● **Exercise details**
Whenever the string "hidden" appears in a line below, please copy the line out.

---+---

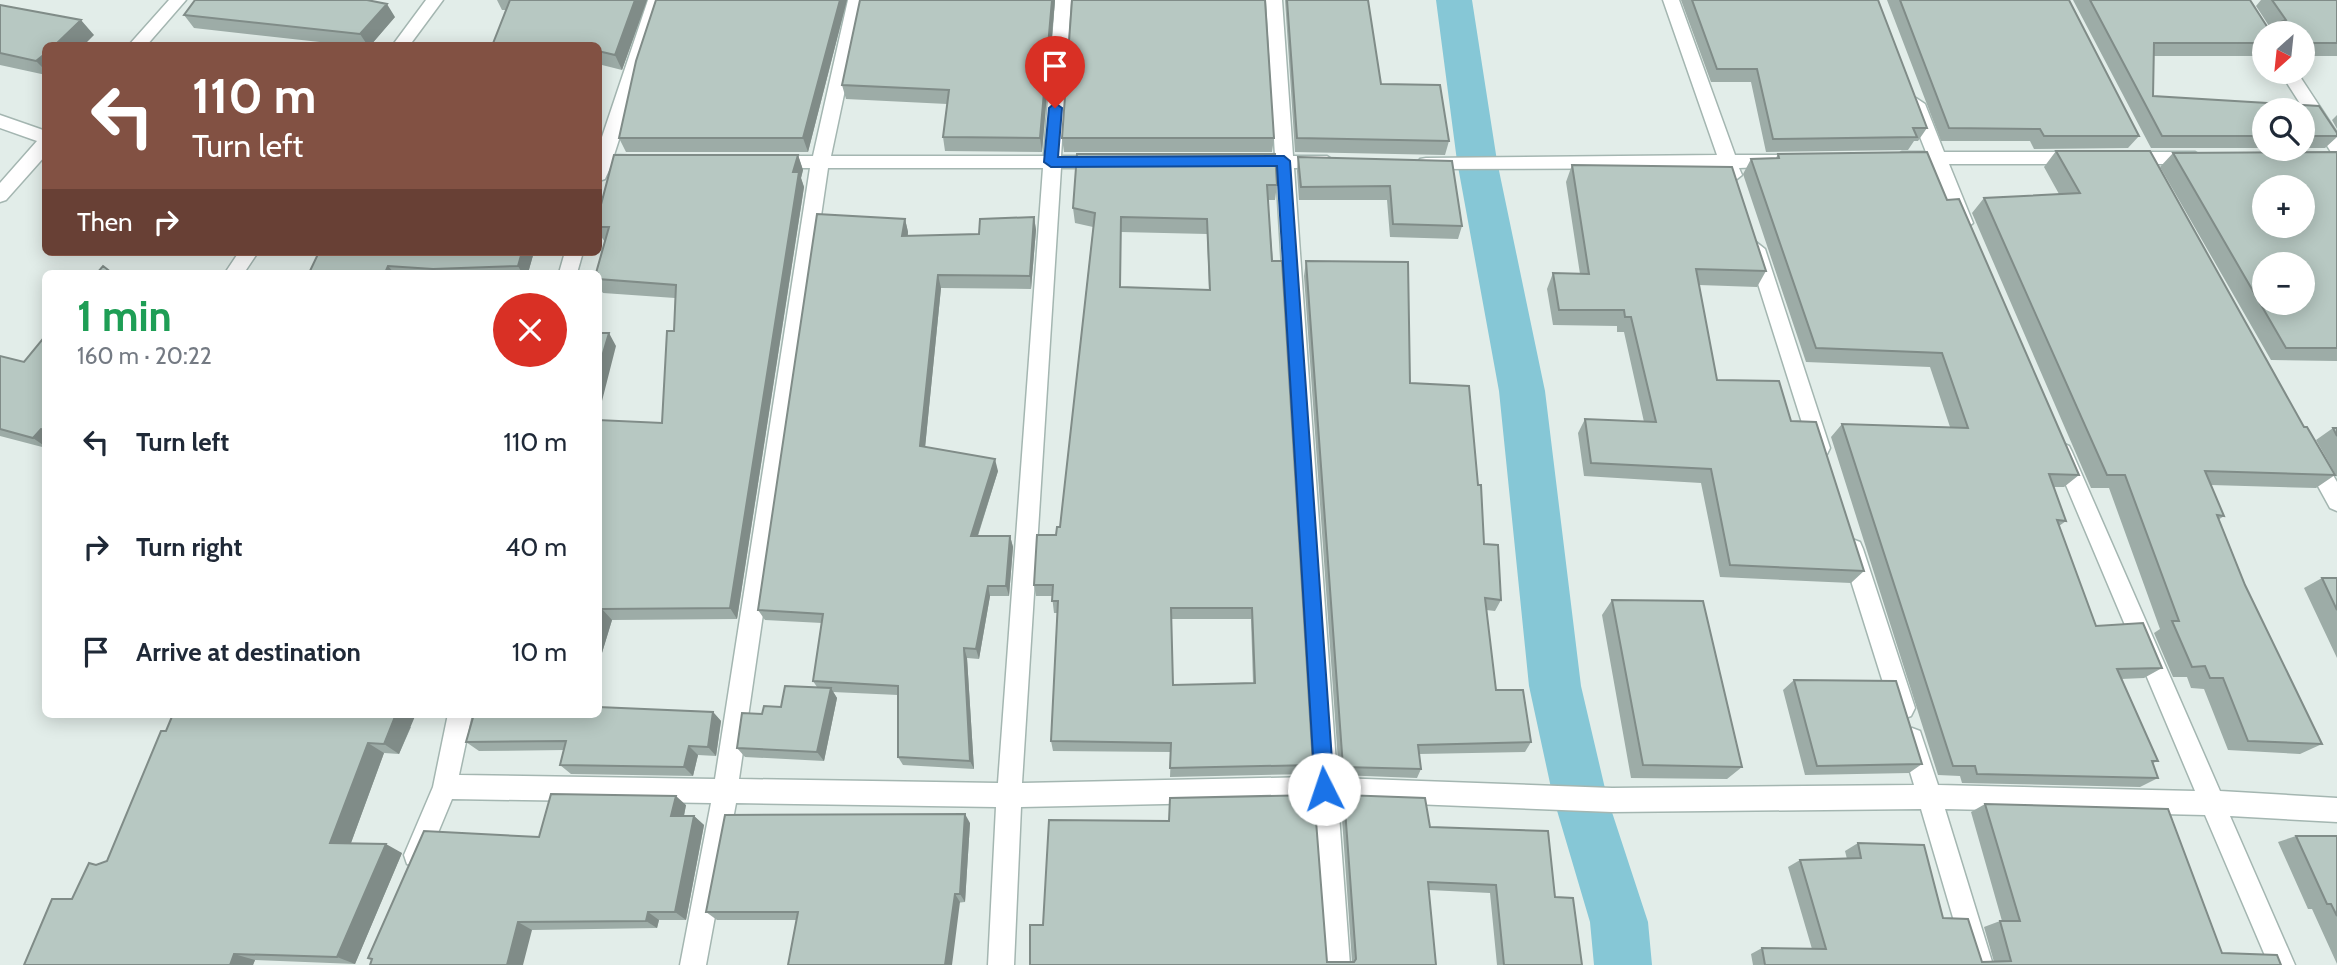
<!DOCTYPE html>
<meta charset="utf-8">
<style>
:root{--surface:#fff;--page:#f2f2f3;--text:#1f2937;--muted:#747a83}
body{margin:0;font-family:Cabin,sans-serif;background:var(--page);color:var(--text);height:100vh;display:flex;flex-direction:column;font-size:26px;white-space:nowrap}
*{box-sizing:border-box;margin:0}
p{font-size:23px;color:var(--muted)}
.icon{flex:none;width:38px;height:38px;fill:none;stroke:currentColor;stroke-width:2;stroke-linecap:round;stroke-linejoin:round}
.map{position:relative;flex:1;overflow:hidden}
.side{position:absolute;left:42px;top:270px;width:560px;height:448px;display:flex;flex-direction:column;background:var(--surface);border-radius:10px;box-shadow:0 4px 18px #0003}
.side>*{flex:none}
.banner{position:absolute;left:42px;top:42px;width:560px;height:214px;border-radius:10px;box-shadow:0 4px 18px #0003;background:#825143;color:#fff;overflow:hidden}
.needle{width:46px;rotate:207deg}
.tools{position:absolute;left:2252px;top:21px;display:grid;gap:14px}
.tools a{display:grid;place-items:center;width:63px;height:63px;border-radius:50%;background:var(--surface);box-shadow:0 4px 18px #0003;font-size:35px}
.pin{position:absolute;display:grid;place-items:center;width:60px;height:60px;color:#fff;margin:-72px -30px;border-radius:50% 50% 50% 0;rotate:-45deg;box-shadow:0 0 7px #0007}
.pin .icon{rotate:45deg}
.me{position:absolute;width:77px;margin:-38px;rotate:356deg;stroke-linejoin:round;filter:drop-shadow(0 0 5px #0008)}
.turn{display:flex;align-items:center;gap:24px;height:147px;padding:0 35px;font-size:32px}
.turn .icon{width:91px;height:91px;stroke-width:2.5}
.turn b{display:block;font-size:49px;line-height:60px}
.then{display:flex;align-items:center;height:66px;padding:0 35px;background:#0003;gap:14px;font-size:26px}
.round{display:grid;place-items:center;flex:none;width:74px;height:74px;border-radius:37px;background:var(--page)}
.headline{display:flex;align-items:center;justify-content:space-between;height:119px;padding:0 35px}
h1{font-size:42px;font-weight:800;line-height:52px;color:#1e9e55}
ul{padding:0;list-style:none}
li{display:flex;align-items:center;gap:21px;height:105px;padding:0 35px}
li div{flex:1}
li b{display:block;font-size:26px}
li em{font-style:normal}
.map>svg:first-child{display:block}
</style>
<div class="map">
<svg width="2337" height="965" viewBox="0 0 2337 965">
<rect width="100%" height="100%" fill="#e2ede9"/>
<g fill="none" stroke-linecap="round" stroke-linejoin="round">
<path fill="#86c7d6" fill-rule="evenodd" d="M1436 0H1472L1497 161 1545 391 1581 686 1607 797 1648 922 1652 965H1594L1590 922 1553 797 1529 686 1499 391 1457 161Z"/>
<defs>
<path id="street" d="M169 0H186L146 46H128Z
M426 0H443L409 46H392Z
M648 0H664L614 155 641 156 650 162 641 168H610L605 179 599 181 598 149Z
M848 0H864L831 156H1044L1055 0H1071L1061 156H1103L1112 162 1103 168H1061L1022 783 1313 777 1276 168H1247L1238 162 1247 156H1275L1266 0H1282L1293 156H1327L1336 162 1327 168H1294L1337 778 1612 788 1914 785 1900 739 1904 731 1912 728 1920 731 1938 785 2195 791 2052 452 2055 446 2062 443 2069 446 2072 452 2220 791 2337 798V822L2230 816 2295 965H2269L2205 815 1945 809 1993 965H1967L1921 809 1612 812 1338 801 1350 965H1324L1314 801 1021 807 1014 965H988L996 807 736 803 706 965H680L711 803 452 799 425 864 416 867 407 864 404 855 433 787 448 714H472L459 775 715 779 810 168H775L766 162 775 156H813ZM828 168H1043L998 783 739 779Z
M1663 0H1679L1735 155H1778L1787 161 1784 166 1739 168 1742 175 1733 182 1727 180 1722 168 1420 169 1417 164 1420 159 1426 158 1717 155Z
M2280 72H2297L2337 133V153L2331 152Z
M1916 98 1925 104 1944 152H2079L2088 158 2079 164H1949L1973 223 1964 230 1957 228 1931 164H1902L1893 158 1902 152H1926L1907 104Z
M0 115 46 131V155L6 200 0 202V183L37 141 0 128Z
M2126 152H2195L2204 158 2195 164H2126L2117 158Z
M1756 242 1765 249 1830 448 1827 454 1820 457 1813 454 1810 448 1747 249Z
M239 252H258L244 273H225Z
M565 252H583L577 273H559Z
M2312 448 2319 451 2337 482V511L2330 508 2302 457 2305 451Z
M1852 539 1860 542 1863 549 1915 708 1911 716 1903 719 1895 716 1891 708 1841 549 1844 542Z"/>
</defs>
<use href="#street" stroke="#a4b6b1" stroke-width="3"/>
<use href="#street" fill="#fff" fill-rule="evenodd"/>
</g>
<path fill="#9daca7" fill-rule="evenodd" d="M497 0H647L622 70 598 64V46L506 10H502Z
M656 0H847L808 152H626L619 138Z
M860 0H1055L1042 152 945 151 943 137 947 104 846 99 842 85Z
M1285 0H1368L1381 84 1449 141 1445 155 1295 152Z
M1681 0H1878L1927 128 1918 141H1914L1908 150 1766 152 1751 82H1711Z
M1887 0H2069L2139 136 2128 148 2034 149 2030 141H1941Z
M2073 0H2250L2268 28 2271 29 2256 6 2261 0H2337V56H2303V33H2264V56H2154L2153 96 2319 106 2337 133V137L2325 148H2303V110H2264V148H2151Z
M0 5 94 35 46 46V75L0 65Z
M184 15 395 17 370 46H356L194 28Z
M2337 115V129L2332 120Z
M1062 138H1274L1272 152H1064Z
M2056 151 2304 427 2335 475 2316 488 2211 485 2224 516 2218 520 2245 585 2322 744 2300 754 2228 750 2204 689 2191 688 2187 677H2173L2154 633 2160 629 2109 488H2091L1972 213 1984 198 2059 194 2044 167Z
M2337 152V361L2271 360 2160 167 2173 153Z
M1077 154 1277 185 1275 200H1268L1313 765 1310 774 1170 777 1171 752 1053 751 1051 741 1057 613H1054L1052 596H1036L1034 585 1060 527 1093 227 1075 223 1073 208ZM1121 232 1207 234 1209 290 1121 287ZM1171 619H1251L1253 683 1173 685Z
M1778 154 1947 200 2079 475 2064 487H2054L2066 521 2059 526 2096 626 2162 668 2144 678 2121 679 2158 761 2153 763 2158 778 2140 787 1962 783 1960 776 1938 775 1831 437 1842 424 1950 427 1930 367 1806 362 1743 174 1751 159 1776 158Z
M798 155 803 170 801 178 804 187 737 619 612 620 598 666V420L662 423 674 331 675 298 603 293 598 286V273L605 242 598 232V216Z
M1298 157 1452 161 1462 226 1458 239 1390 237 1387 200H1299L1297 171Z
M1572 165 1766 271 1757 287 1699 285 1717 380 1791 421 1864 571 1851 583 1720 577 1701 483 1584 476 1578 433 1585 419 1644 422 1624 332H1617V326L1553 325 1547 289 1553 273 1580 274 1566 182Z
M1034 217 1036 230 1031 289 941 288 925 447 998 471 978 536H1010L1013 547 1009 596H990L979 659 967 658 974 769 903 765 898 757V695L833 692 837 698 824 761 745 757 737 748 762 714 781 707 817 687 813 681 822 623 765 620 758 610 905 219 908 232V236L979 234Z
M319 252H534L528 273H309Z
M1306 261 1410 383 1478 485 1484 544 1501 600 1495 611 1486 610 1496 690 1531 742 1525 752 1419 754 1421 769 1417 778 1339 775 1304 276Z
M46 335V448L0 436V356L24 362Z
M2333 428H2337V477L2316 440Z
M2322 578H2337V658L2304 588Z
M1612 600 1742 767 1727 779 1631 778 1602 615Z
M1794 680 1922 764 1909 773 1805 775 1783 690Z
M713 712 721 721 716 756 698 755 693 776 571 774 560 765 564 750 479 751 466 742Z
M411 727 399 754 384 753 351 843 402 853 355 964 255 960 253 965 72 899 96 865 107 861 166 731Z
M1344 795 1430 827 1555 897 1582 965H1497L1490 893 1429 890 1436 965 1327 962H1352L1341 804Z
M1985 804 2222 953 2281 965H1753L1751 954 1762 948 1812 949 1788 867 1800 860 1847 859 1845 851 1858 843 1943 918 1982 962H1994L1984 927 2000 921H2002L1971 812Z
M686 805 684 816H694L704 825 686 920H659L657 928 532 930 372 960 368 958 539 837Z
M970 823 965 902 797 920H717L706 912Z
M2296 836H2337V964L2312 909H2308L2278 842Z"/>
<path fill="#808c88" d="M635 0H647L622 70 615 55Z
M840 0H847L808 152 803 138Z
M1052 0H1055L1042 152 1040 138Z
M387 4 395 17 370 46H368L360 34Z
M81 20 94 35 83 46H54Z
M46 53V71L36 61Z
M798 155 803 170 801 178 804 187 737 619 730 608 793 172Z
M1034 217 1036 230 1031 289 1030 276Z
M905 219 908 232 906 250 902 236Z
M522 252H534L528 273H522L518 266Z
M388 266 394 273H385Z
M938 275 941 288 924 458 920 446Z
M609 333 616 346 602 401 598 396V370Z
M41 429 46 432V447L33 438Z
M995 459 998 471 974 547 971 536Z
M1010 536 1013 547 1009 596 1006 586Z
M988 586 990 596 979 659 976 649Z
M602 609 612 620 598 666V621Z
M964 648 967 658 974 769 970 761Z
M831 688 837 698 824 761 817 752Z
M713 712 721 721 716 756 708 747Z
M396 714H416L399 754 384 744Z
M368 743 384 753 348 851 330 843Z
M689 746 698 755 693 776 684 767Z
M676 796 686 805 682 825 671 816Z
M965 814 970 823 965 902 960 894Z
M694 816 704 825 686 920 675 912Z
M386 844 402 853 355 964 337 957Z
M955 894 960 902 952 965H945Z
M648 912 659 920 657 928 646 921Z
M518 922 532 930 523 965H507Z
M234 954 255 960 253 965H230Z"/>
<path fill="#b7c8c2" stroke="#808c88" stroke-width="2" fill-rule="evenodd" d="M195 0H367L387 4 360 34 184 15Z
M510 0H635L615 55 598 51V46H492Z
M656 0H840L803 138H619L636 61Z
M860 0H1052L1040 138 943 137 949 90 842 85Z
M1072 0H1265L1274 138H1062Z
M1287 0H1368L1381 84 1440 85 1449 141 1297 138Z
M1692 0H1878L1927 128H1913L1917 137 1773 139 1757 69H1717Z
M1900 0H2069L2139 136H2044L2040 129 1949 128Z
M2090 0H2250L2268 28 2275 31 2278 23 2286 20 2272 0H2337V43H2303V33H2264V43H2154L2153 96 2319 106 2337 133V136H2303V110H2264V136H2162Z
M0 5 81 20 54 46H46V53L36 61 0 53Z
M2056 151H2150L2304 427H2307L2335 475 2205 471 2224 516 2217 515 2245 585 2322 744 2248 741 2223 678H2210L2205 666 2192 667 2172 621H2179L2125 475H2107L1984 198 2080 193Z
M1927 152 1947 200 1959 199 2079 475 2049 474 2066 521 2057 520 2096 626 2143 623 2162 668 2117 669 2158 761H2152L2158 778 1977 774 1975 766H1953L1842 424 1968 428 1942 353 1816 348 1751 159 1779 158 1778 154Z
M2337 152V348H2286L2173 153ZM2264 187H2303V226H2264ZM2264 264H2303V303H2264Z
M1077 154H1275L1277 185H1267L1272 261H1282L1313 765 1170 768 1171 743 1051 741 1058 601H1052L1053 585H1034L1037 535H1056L1057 527H1060L1095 213 1073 208ZM1121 217 1207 219 1210 290 1120 287ZM1171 608H1252L1255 683 1173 685Z
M614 155H798L793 172H799L730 608 602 609 598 621V420L662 423 667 331H674L676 285 598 279V273H596L609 227H598V216Z
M1298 157 1452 161 1462 226 1393 224 1390 186 1301 187Z
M1572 165 1732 167 1766 271 1696 269 1717 380 1779 381 1791 421 1816 422 1864 571 1730 565 1711 469 1591 463 1585 419 1656 422 1631 317H1625L1624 310H1559L1553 273 1589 274Z
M817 214 905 219 902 236 979 234 980 219 1034 217 1030 276 938 275 920 446 995 459 971 536H1010L1006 586H988L976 649 964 648 970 761 898 757V686L813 681 823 614 758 610Z
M319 252H522L518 266 433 269 388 266 385 273H309Z
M1306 261 1408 262 1410 383 1469 386 1478 485H1481L1484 544 1498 545 1501 600 1485 598 1496 690H1523L1531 742 1418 745 1421 769 1343 767Z
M103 266 112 273H97Z
M598 333H609L598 370Z
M46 335V430L41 429 33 438 0 429V356L24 362Z
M2333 428H2337V436Z
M2322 578H2337V610Z
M1612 600 1703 601 1742 767 1643 765Z
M1794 680 1896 681 1922 764 1817 766Z
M785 686 831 688 817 752 737 748 742 713 762 714 764 706 781 707Z
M598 707 713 712 708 747 689 746 684 767 560 765 566 741 466 742 474 714H598Z
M173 714H396L384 744 368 743 330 843 386 844 337 957 234 954 230 965H24L52 899H72L89 863 96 865 107 861 161 731H166Z
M551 794 676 796 671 816H694L675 912H648L646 921 518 922 507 965H370L372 959 368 958 424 831 539 837Z
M1314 795 1327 962H1354L1356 959 1344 795 1425 798 1430 827 1548 831 1555 897 1573 898 1582 965H1504L1496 885 1428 882 1436 965H1030V925H1043L1049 820 1169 821 1170 798Z
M1985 804 2168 809 2222 953 2277 955 2281 965H1765L1762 948 1826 949 1800 860 1861 858 1858 843 1924 845 1943 918 1968 919 1982 962 2011 961 2000 921H2020Z
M965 814 960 894H955L945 965H788L798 912H706L725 815Z
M2296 836H2337V916L2331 904H2327Z"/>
<path fill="#1a73e8" stroke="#114b97" stroke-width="2" d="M1055 103 1062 108 1058 157 1284 156 1290 161 1334 789 1331 795 1324 797 1318 795 1315 789 1277 166 1051 167 1044 162 1049 108Z"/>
</svg>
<div class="tools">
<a><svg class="needle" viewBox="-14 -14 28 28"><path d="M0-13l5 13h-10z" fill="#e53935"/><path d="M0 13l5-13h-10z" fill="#747a83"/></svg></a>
<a><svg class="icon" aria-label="search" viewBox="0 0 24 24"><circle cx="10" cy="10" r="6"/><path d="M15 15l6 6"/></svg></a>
<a>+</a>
<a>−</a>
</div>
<div class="pin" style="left:1055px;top:108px;background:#d93025"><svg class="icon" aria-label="arrive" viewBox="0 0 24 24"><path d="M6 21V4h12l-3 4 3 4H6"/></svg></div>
<svg class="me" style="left:1324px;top:789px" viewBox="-20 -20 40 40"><circle r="19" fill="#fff"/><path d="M0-13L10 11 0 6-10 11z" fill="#1a73e8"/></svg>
<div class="banner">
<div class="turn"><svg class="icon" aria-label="left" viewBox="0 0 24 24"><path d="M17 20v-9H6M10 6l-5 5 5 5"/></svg><div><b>110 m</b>Turn left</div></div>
<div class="then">Then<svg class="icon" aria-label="right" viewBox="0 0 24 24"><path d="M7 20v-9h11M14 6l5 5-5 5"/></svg></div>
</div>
<section class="side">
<div class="headline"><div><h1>1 min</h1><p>160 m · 20:22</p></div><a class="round" style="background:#d93025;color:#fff"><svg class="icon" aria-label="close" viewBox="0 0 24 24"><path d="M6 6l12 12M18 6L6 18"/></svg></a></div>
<ul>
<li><svg class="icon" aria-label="left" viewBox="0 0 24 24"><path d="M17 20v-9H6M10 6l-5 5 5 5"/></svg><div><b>Turn left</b></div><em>110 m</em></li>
<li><svg class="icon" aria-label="right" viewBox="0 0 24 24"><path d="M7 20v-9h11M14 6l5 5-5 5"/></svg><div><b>Turn right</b></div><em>40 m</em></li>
<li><svg class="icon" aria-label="arrive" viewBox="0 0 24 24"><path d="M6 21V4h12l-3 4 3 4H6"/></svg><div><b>Arrive at destination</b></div><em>10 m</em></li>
</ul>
</section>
</div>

---+---

● **Solution**
.map{position:relative;flex:1;overflow:hidden}
.banner{position:absolute;left:42px;top:42px;width:560px;height:214px;border-radius:10px;box-shadow:0 4px 18px #0003;background:#825143;color:#fff;overflow:hidden}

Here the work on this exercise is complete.